Access the workshop notes on this Etherpad Document.
2.4 Structure #
Introductions. Refining questions, challenges, opportunities (40 mins)
First, facilitated brainstorming and rapid co-production will refine questions, challenges, and opportunities around climate change and the digital humanities that are relevant in your local contexts. This part of the workshop will draw on the workshop model developed for the November 2021 “Greening DH summit”. This model balances the knowledge that time is fleeting and there is an impetus to act, with an awareness that participants will have variable expertise regarding the climate crisis, the energy/resource costs of digital technologies, and ‘green computing’ practices.
Access the slides.
10 minute break
Greening DH Toolkit (50 minutes)
Second, participants will be asked to respond to sections of the DHCC’s work-in-progress Greening DH Toolkit. Specifically, participants will work in small groups to evaluate prototype sections of the toolkit, and to design their own implementation strategies for these sections. In keeping with the “RE-MIX” theme of the conference, we will discuss how agencies, funding bodies, and institutions in the Benelux region can be leveraged to enable implementation, as well as the barriers they might create.
- Introduction to the Tool-kit and how it is structured [5–10 min]
- Engaging with the tool-kit
- Participants to examine a section of the tool-kit that speaks to their needs and interests [20 min]

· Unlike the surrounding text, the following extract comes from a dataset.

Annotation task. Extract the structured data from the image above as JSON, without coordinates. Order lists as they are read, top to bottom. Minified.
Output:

- Formulate responses–questions or provocations or suggest edits–and discuss as a group [25 min]
10 minute break
Commitments (up to 60 minutes)
Third, participants will be asked to vocalise their next steps, the commitments they make to their future DH work, so as to create both an individual and collective impetus to act. Participants who would like to continue to collaborate on the Toolkit after the workshop will be invited to join the DHCC Toolkit Action Group.
- How can we translate what we discussed into concrete next steps?

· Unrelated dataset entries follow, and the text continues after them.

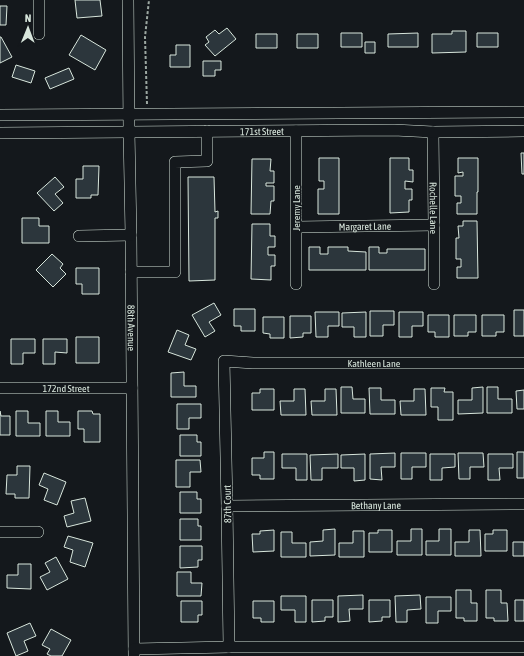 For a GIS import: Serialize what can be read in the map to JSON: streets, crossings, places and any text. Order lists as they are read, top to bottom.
{
  "streets": {
    "street": [
      "171st Street",
      "Jeremy Lane",
      "Rochelle Lane",
      "Margaret Lane",
      "88th Avenue",
      "Kathleen Lane",
      "172nd Street",
      "87th Court",
      "Bethany Lane"
    ]
  },
  "crossings": [
    ["171st Street", "Jeremy Lane"],
    ["171st Street", "Rochelle Lane"],
    ["171st Street", "88th Avenue"],
    ["Jeremy Lane", "Margaret Lane"],
    ["Rochelle Lane", "Margaret Lane"],
    ["88th Avenue", "172nd Street"],
    ["Kathleen Lane", "87th Court"],
    ["87th Court", "Bethany Lane"]
  ],
  "north": "top"
}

- Possible next steps inspired by an earlier DHCC workshop and maybe H4F workshops [10 min]
- Ask participants what commitments they can make for the next week, month, year, collect those commitments on Jamboard and discuss [20-25 min]
- Pick a commitment and ecard and schedule the card to be sent in a week/month/year as a reminder
Case Study 3: Sussex Digital Humanities Lab Servers #
Nicolas Seymour-Smith, February 2024
3.1 Context -#
SHL Digital is a multi-disciplinary digital humanities lab that relies on digital infrastructure to support research and collaboration. In many cases the requirements of these infrastructure requirements cannot be met by running software on personal computers, e.g. because the computational processing power required is too high, or the hosted service requires a permanent online presence.

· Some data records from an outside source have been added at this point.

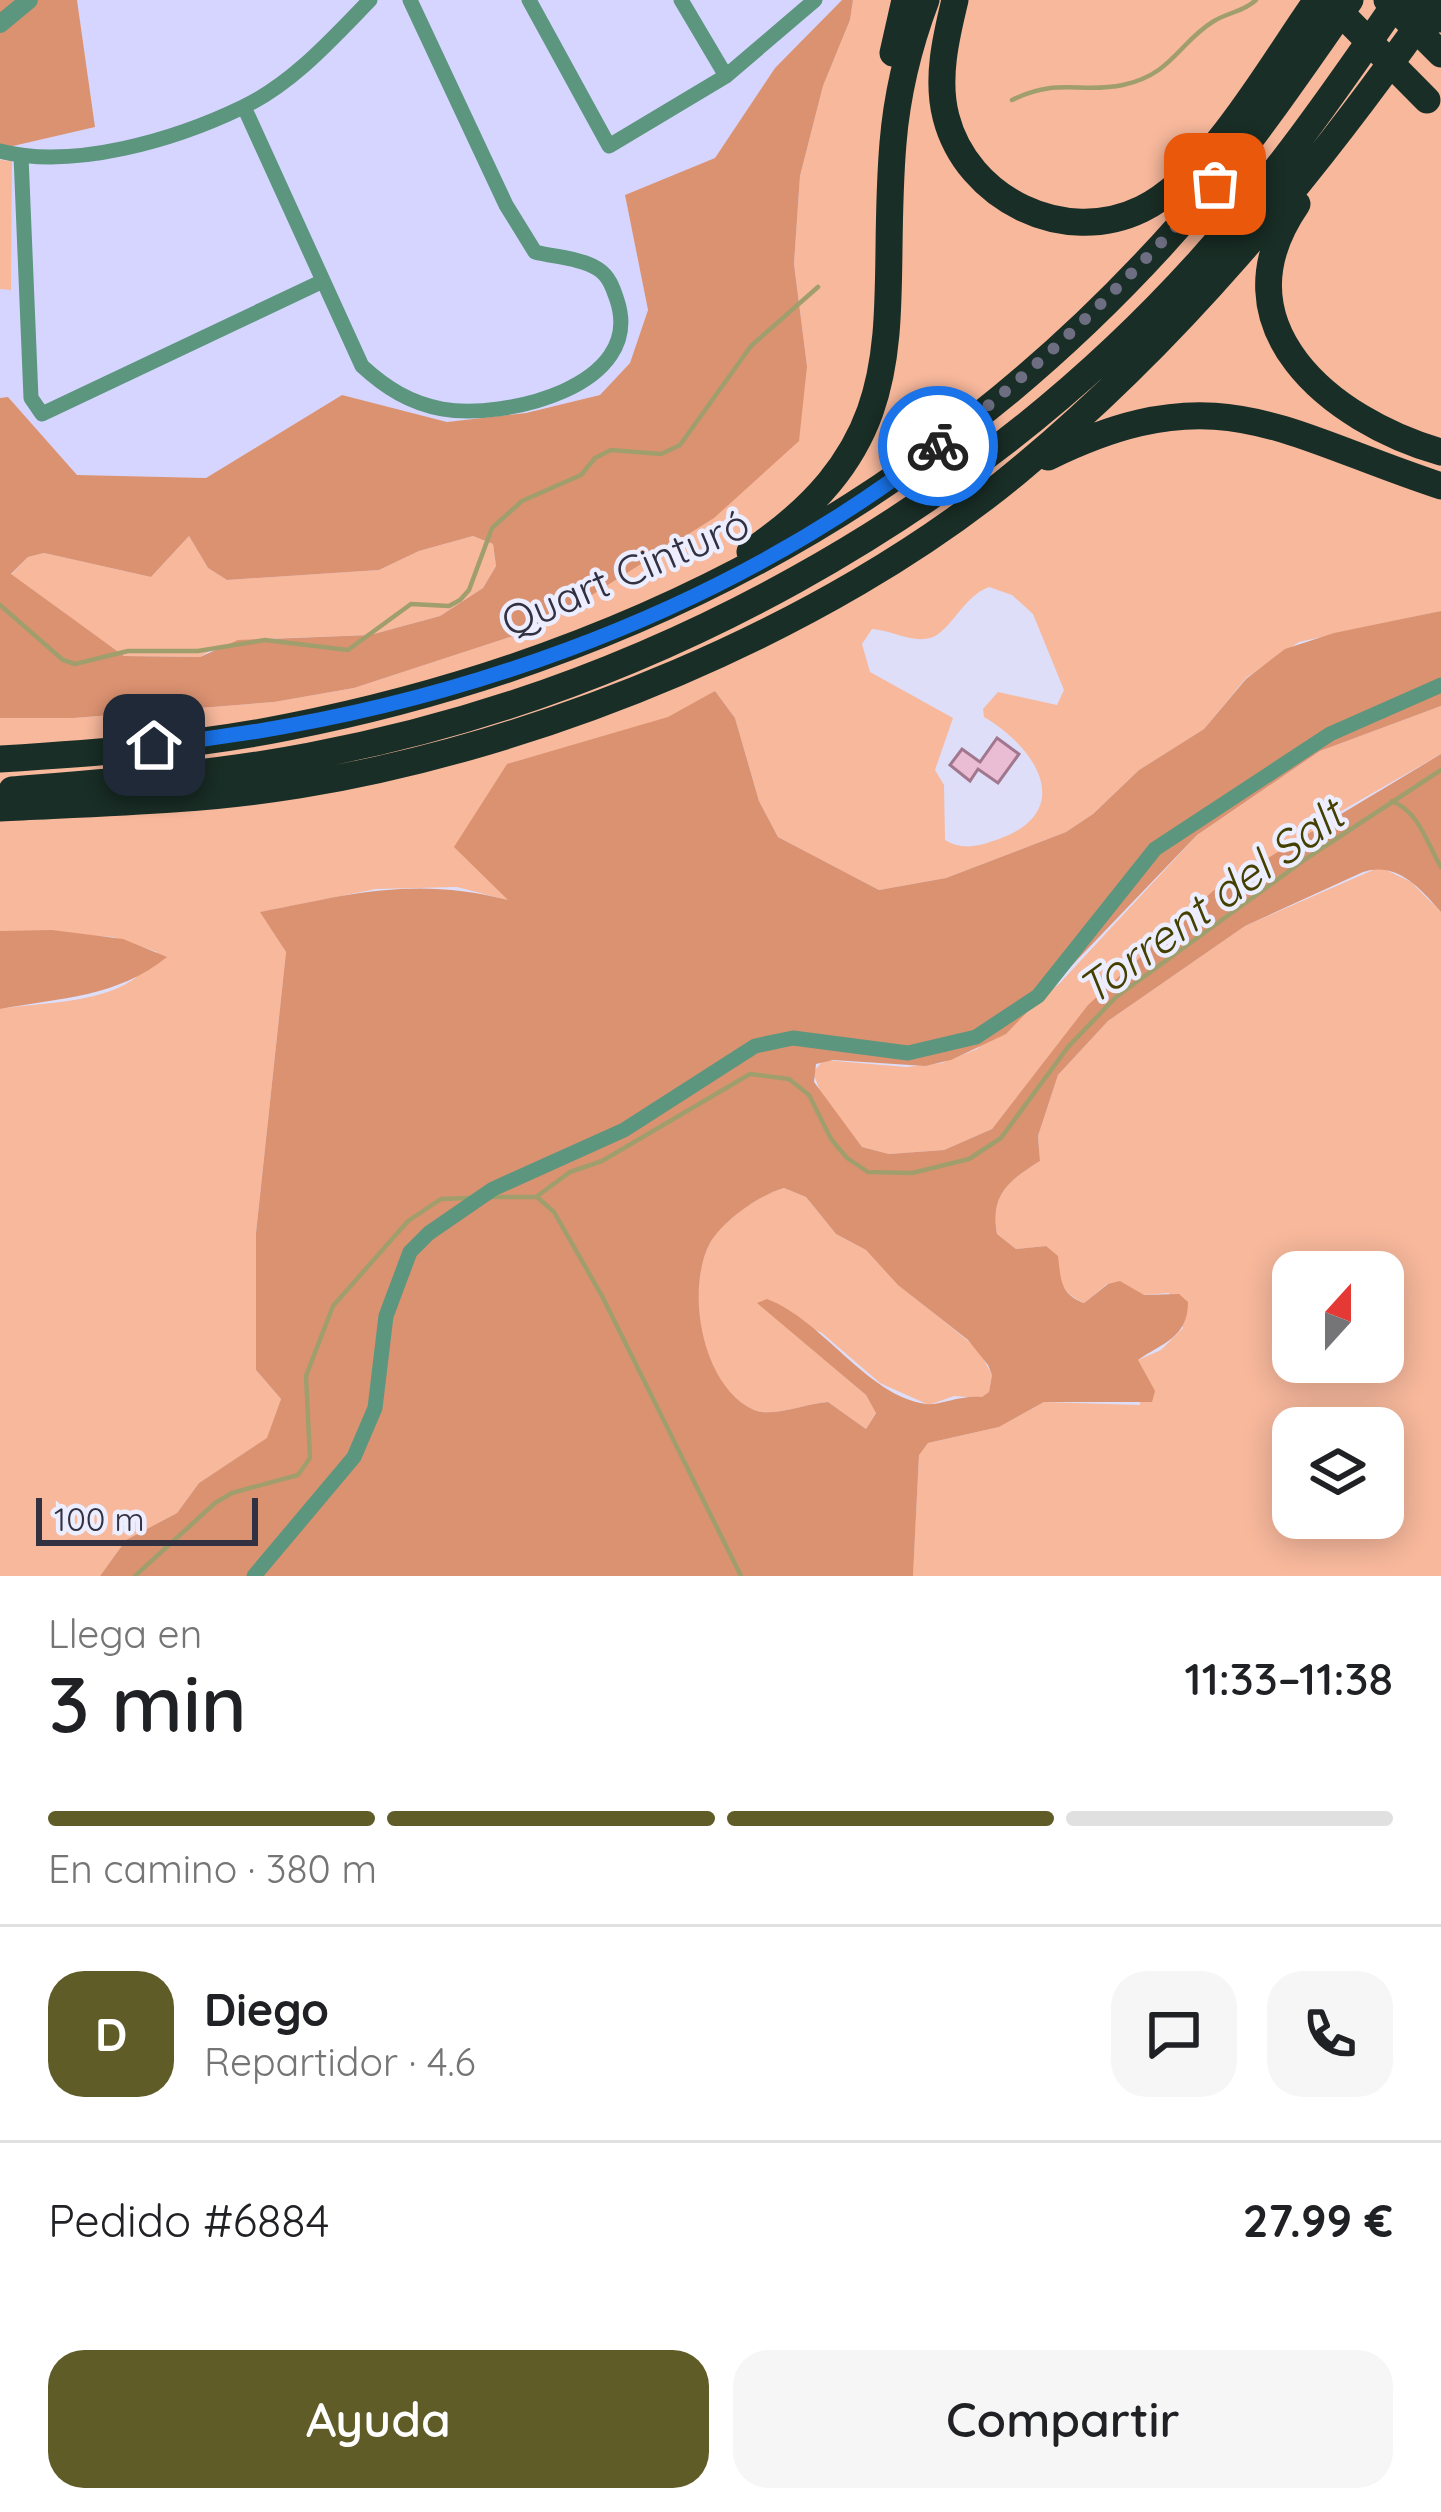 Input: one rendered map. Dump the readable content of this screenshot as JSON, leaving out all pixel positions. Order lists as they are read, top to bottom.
{
  "streets": {
    "highway": ["Quart Cinturó"]
  },
  "water": ["Torrent del Salt"],
  "scale_bar": "100 m",
  "north": "top",
  "page": {
    "scale": "100 m",
    "heading": ["3 min", "Llega en", "11:33–11:38"],
    "panel": [
      "Diego",
      "Repartidor · 4.6",
      "Pedido #6884",
      "27.99 €"
    ],
    "bar": "En camino · 380 m",
    "round": "D",
    "buttons": ["Ayuda", "Compartir"]
  }
}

To meet these needs so far, the SHL Digital has been relying on its own servers and staff to run ‘containers’ that provide researchers with isolated platforms to run their software. These containers can manage most computational tasks (short of machine-learning applications that require high amounts of GPU power), and can run any custom software that runs on the Linux operating system. In late 2023 and early 2024 we carried out a review, including estimates of carbon impacts.
3.2 Hardware and basic CO2 estimates +#
SHL Digital is a multi-disciplinary digital humanities lab that relies on digital infrastructure to support research and collaboration. In many cases these infrastructure requirements cannot be met by running software on personal computers, e.g. because the computational processing power required is too high, or the hosted service requires a permanent online presence.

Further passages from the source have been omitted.